◆ DATA RECORDS

========================================

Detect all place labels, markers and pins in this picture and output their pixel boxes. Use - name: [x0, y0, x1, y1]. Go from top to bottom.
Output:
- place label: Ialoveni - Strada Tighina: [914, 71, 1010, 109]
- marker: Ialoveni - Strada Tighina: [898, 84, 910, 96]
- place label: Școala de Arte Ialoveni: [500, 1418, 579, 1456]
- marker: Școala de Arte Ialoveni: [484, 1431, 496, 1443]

========================================

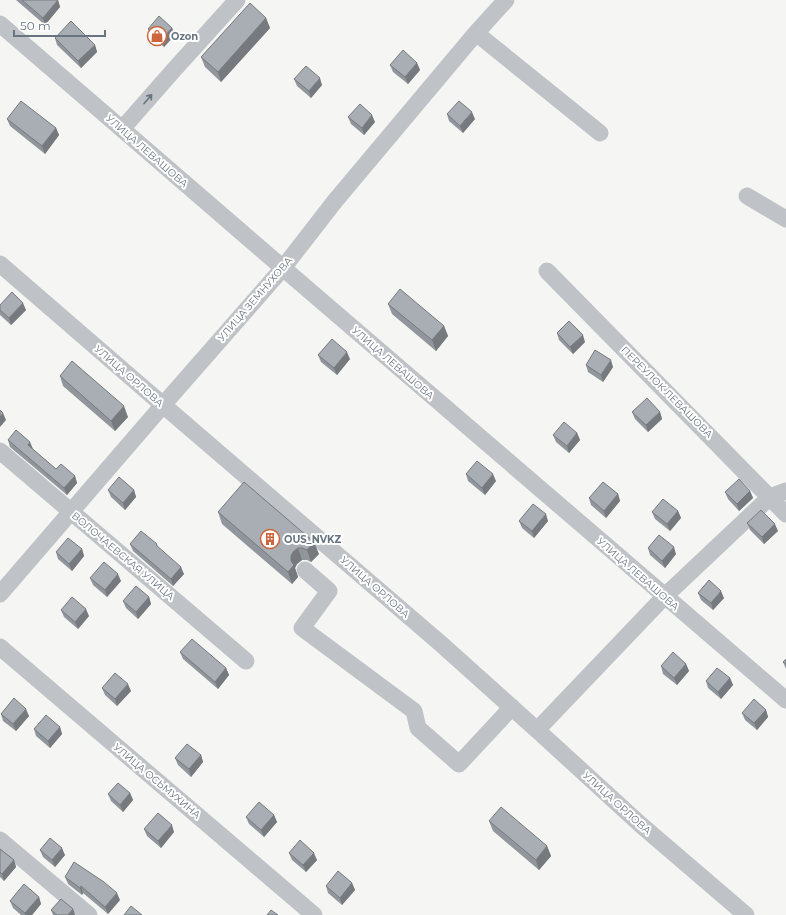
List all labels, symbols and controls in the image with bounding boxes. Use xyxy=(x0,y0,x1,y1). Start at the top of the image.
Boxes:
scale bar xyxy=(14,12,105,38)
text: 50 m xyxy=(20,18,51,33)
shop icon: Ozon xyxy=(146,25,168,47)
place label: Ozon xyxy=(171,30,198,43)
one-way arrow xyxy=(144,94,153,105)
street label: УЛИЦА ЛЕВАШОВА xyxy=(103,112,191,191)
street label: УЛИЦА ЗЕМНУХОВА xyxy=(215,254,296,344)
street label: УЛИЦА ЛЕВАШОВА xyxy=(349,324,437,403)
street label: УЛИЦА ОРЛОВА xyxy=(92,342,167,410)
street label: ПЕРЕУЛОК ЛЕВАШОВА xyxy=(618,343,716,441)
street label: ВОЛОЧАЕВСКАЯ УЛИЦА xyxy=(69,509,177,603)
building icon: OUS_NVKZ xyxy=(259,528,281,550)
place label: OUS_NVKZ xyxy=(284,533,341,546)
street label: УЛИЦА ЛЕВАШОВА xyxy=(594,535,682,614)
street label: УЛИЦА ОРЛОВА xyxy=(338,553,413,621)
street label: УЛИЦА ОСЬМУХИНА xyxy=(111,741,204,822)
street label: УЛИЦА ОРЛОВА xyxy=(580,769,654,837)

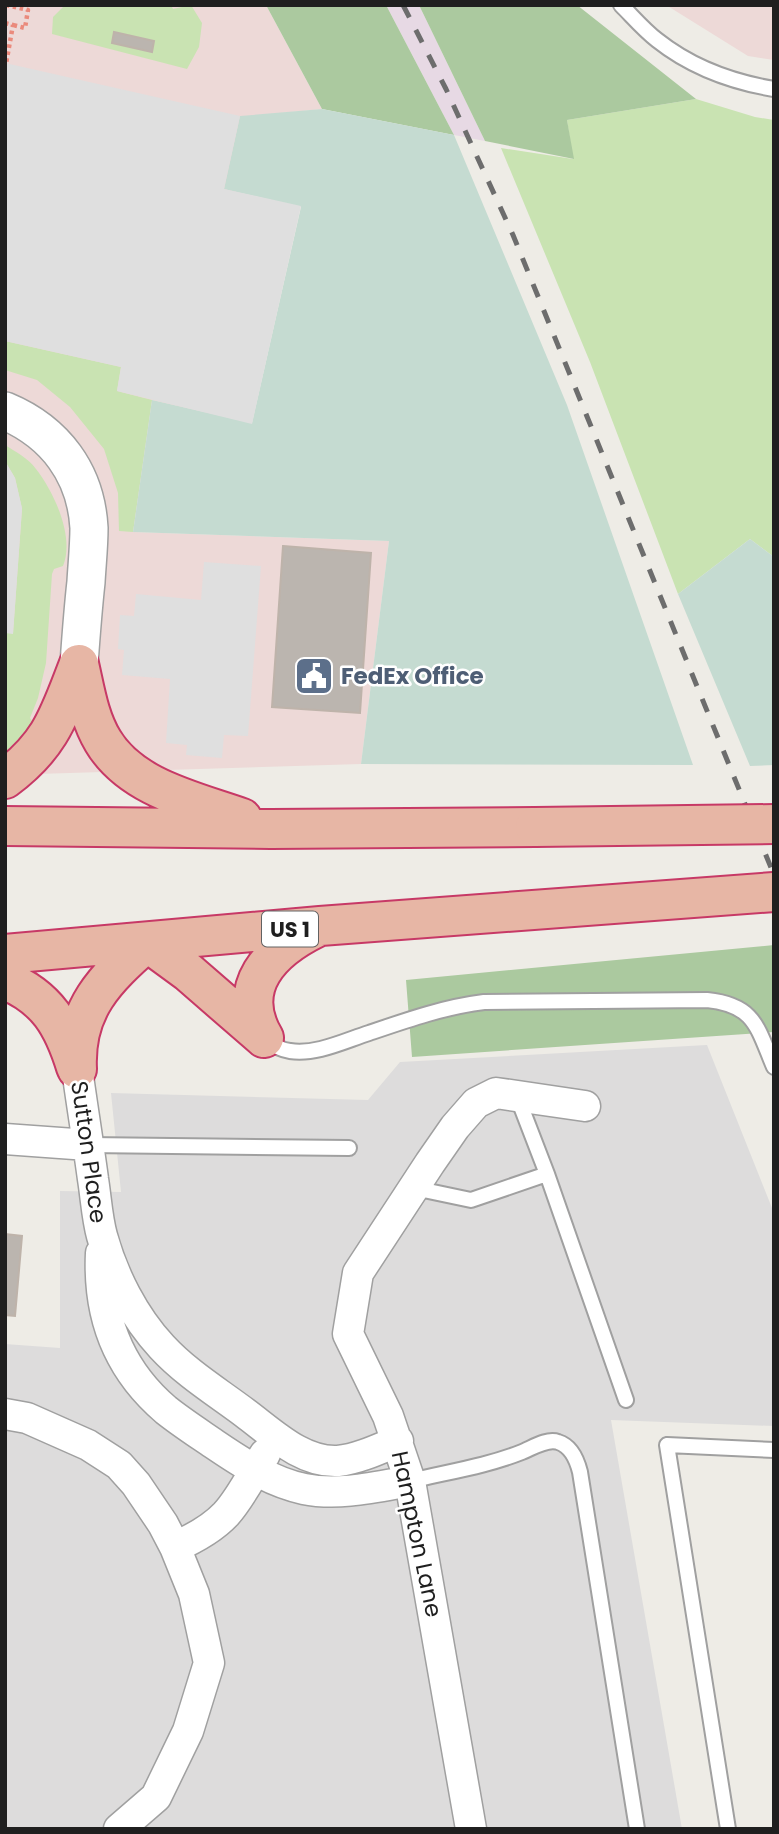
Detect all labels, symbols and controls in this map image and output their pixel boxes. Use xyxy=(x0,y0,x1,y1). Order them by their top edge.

========================================

◆ WHAT THIS TASK INVOLVES
Copy out every line of the data that includes the word "Detect".

◆ WORKED SOLUTION
Detect all place labels, markers and pins in this picture and output their pixel boxes. Use - name: [x0, y0, x1, y1]. Go from top to bottom.
Detect all labels, symbols and controls in this map image and output their pixel boxes. Use xyxy=(x0,y0,x1,y1). Order them by their top edge.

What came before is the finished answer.